The Transplant Imaginary: Mechanical Hearts, Animals Parts, and Moral Thinking in Highly Experimental Science

  • Lesley A. Sharp
University of California Press, 2013 240 pp., hardcover, $65.00 0520277961 | ISBN: 0-520-27796-1

Over the last 50 years, solid organ transplantation has moved from an experimental practice to the standard of care in developed countries. Replacement of diseased organs with allografts (or in the case of the heart, allografts or mechanical devices) is now commonplace. Solid organ transplantation has become an effective treatment for irreversible end-organ disease because there is now effective immunosuppression, improved technical expertise and better options to prevent infection. In particular, the discovery of critical immunosuppressive medications catapulted rarely successful transplantation efforts to ones where outcomes were often excellent.

The knowledge that transplantation offers hope and the chance for an improved life is well known across cultures and continents, and transplantation successes have caused demand to skyrocket. As a result, the demand for organs far exceeds the supply, and potential deceased donor organs are a commodity. Given that it is not ethical for price to dictate access to donor organs, a rationing or allocation system has been used to address the disparity between supply and demand. The allocation policies vary among countries, taking into account the local culture and the resources and expertise of the healthcare delivery system. If we could address the organ shortage challenge with artificial organs or xenografts from animals, then we might not only revolutionize transplantation but solve the moral challenges inherent in the transplantation process. In Transplant Imaginary, Lesley A. Sharp challenges the premise that artificial organs and xenografts will solve these issues as she considers the interface between mechanical hearts, xenotransplantation and moral thinking.

In her book, Sharp seeks to consider the way the human body is reconfigured and imagined in the experimental context of xenotransplantation or mechanical circulatory support for the failing heart. She does this by framing the scientific desire to improve the body within the context of the presumed perfection associated with mechanical devices. She does all of this in parallel with her assessment of the promises and challenges of xenotransplantation.

This extraordinarily well referenced and beautifully crafted book describes the history of transplantation and the path to the utilization of xenotransplantation and mechanical devices to support and replace the heart. The pages are interspersed with narratives from the pioneers in these fields, giving the book a sense of the personal and day-to-day journey faced by the frontline innovators as they were addressing scientific and ethical challenges. The narratives are not the formalized presentations found at scientific meetings but instead the results of interviews with the author. They are therefore quite personal and reflect the challenges at the forefront of innovation.

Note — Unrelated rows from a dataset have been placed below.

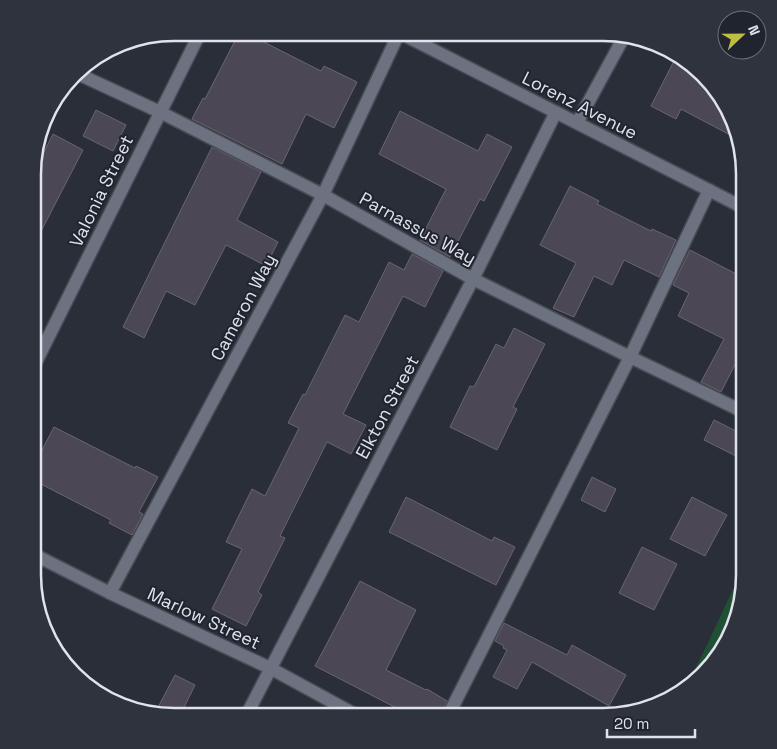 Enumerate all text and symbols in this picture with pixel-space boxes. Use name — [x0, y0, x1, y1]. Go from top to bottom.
north arrow — [717, 10, 767, 60]
text: N — [744, 22, 764, 38]
street label: Lorenz Avenue — [518, 66, 642, 144]
street label: Valonia Street — [64, 131, 138, 251]
street label: Parnassus Way — [356, 186, 480, 270]
street label: Cameron Way — [205, 250, 281, 364]
street label: Elkton Street — [350, 351, 424, 463]
street label: Marlow Street — [144, 582, 264, 654]
scale bar — [607, 706, 694, 738]
text: 20 m — [614, 714, 649, 733] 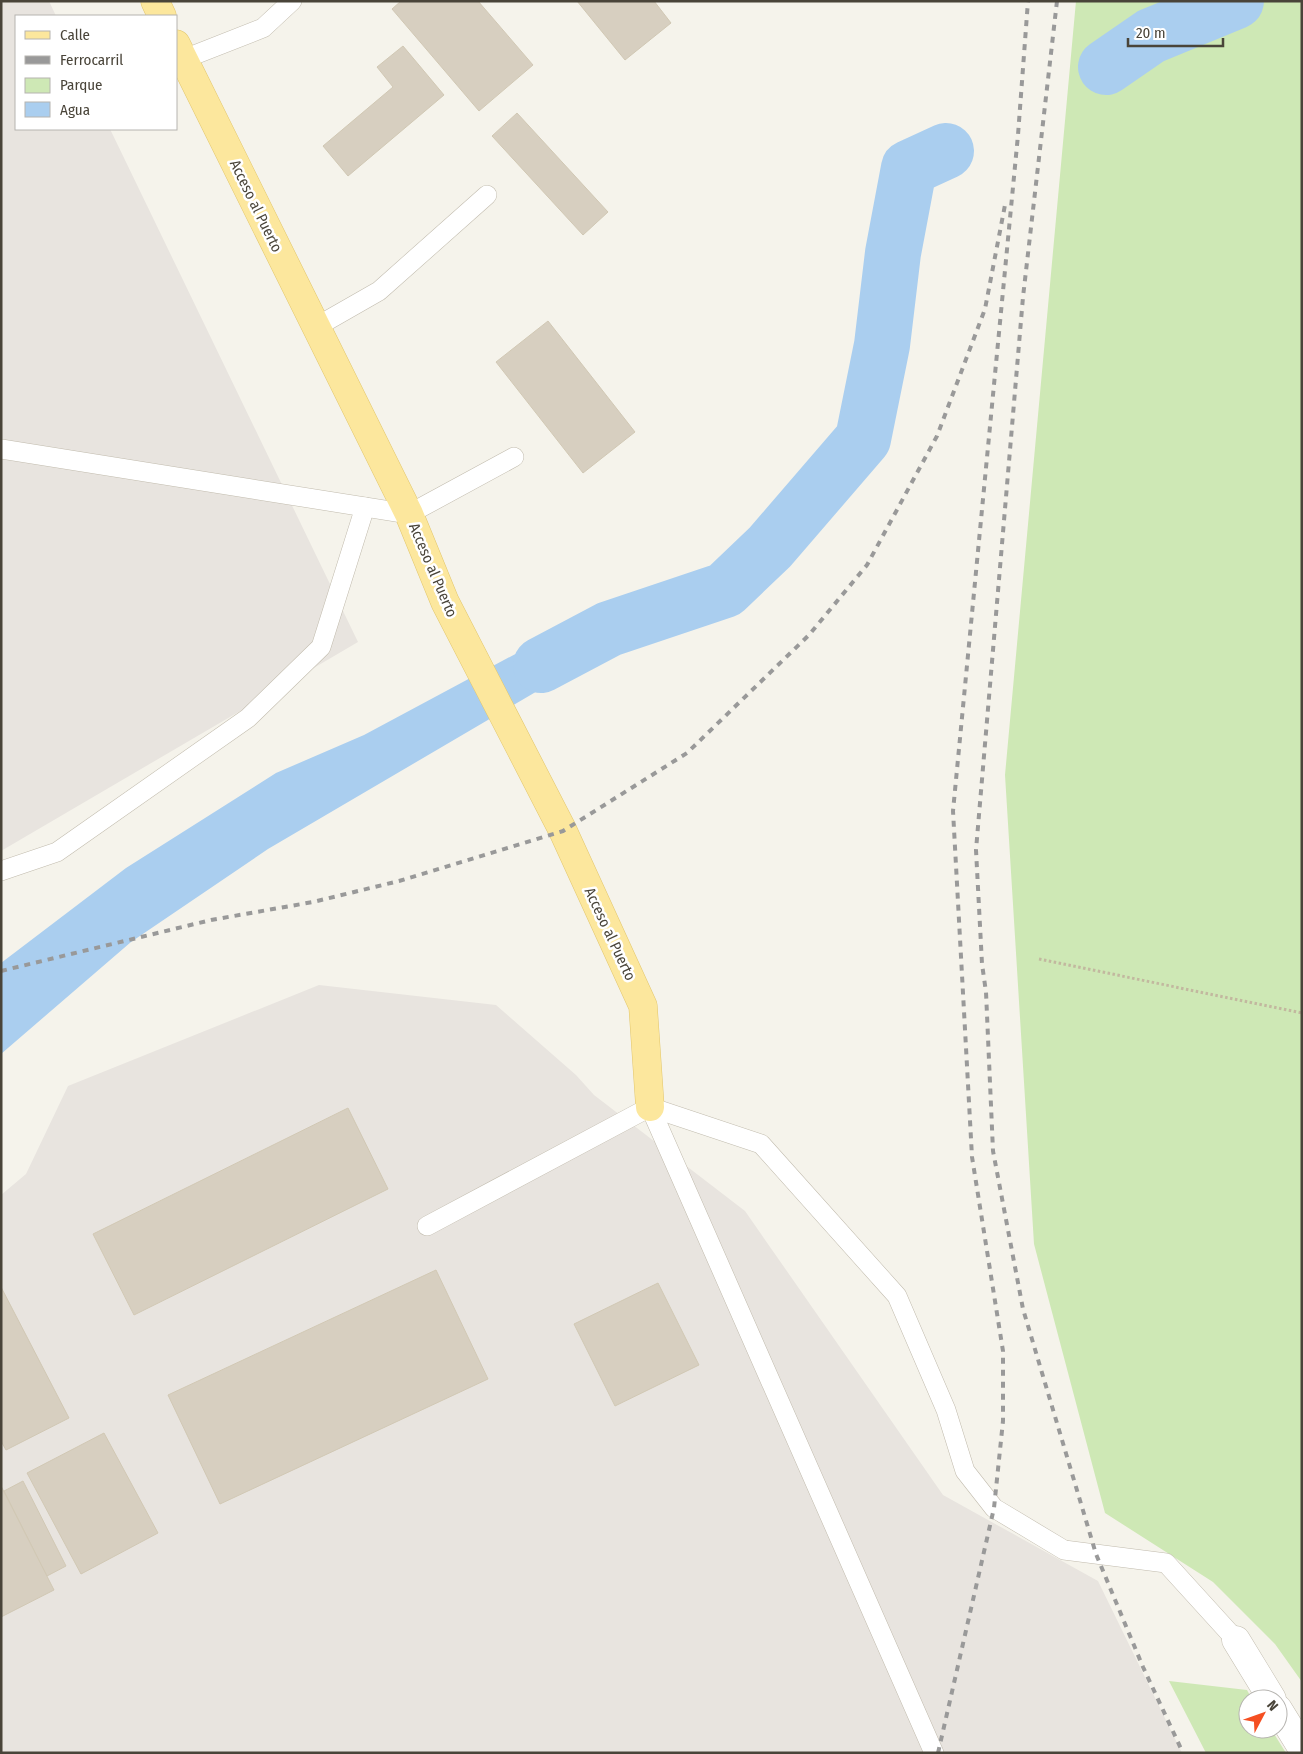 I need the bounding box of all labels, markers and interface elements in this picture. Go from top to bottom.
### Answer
legend [15,15,178,130]
scale bar [1128,15,1223,47]
text: 20 m [1136,24,1166,42]
text: Calle [60,26,90,44]
text: Ferrocarril [60,51,123,69]
text: Parque [60,76,103,94]
text: Agua [60,101,90,119]
street label: Acceso al Puerto [226,157,286,255]
street label: Acceso al Puerto [405,520,461,620]
street label: Acceso al Puerto [581,885,639,983]
north arrow [1238,1689,1288,1739]
text: N [1263,1697,1282,1715]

Through her research and the personal narratives from these scientists, clinicians, engineers and patients, the author explores how political economics of medical research and biotechnology shape the theme of hope and promise when the end result of the new medical procedure may be uncertain. She notes that all players that she met indeed recognized the ethical quandaries of these groundbreaking transplantation efforts. Sharp discusses some potential future challenges as well, including the unpredictability of risk associated with zoonotic infections, the stigma of species hybridization, the potential stress on the human body during and after transplantation procedures, and the danger of device failure.

I found Sharp's comparison of xenografting and bioengineering to be especially revealing. She notes first that it is the success of transplantation and the scarcity of suitable organs that have driven xenografting and bioengineering of artificial organs. Those exploring xenotransplantation were biologists first, and their strategies evolved with the changing culture regarding the use of experimental animals. Sharp discusses in detail the concern about the boundaries between different species and frames these ethical issues as part of the reason for the slow progress in the medical application of these approaches. The slow evolution of the field has promoted enhanced collaboration among xenotransplantation research teams but, at the same time, has hindered funding from investors such as venture capitalists, which may be necessary for the clinical development of these technologies. In contrast to those exploring xenotransplantation, those exploring mechanical devices were engineers first. The ongoing rapid improvement in those technologies has led us to a place where ventricular support devices may deliver outcomes that approach those achieved by transplantation.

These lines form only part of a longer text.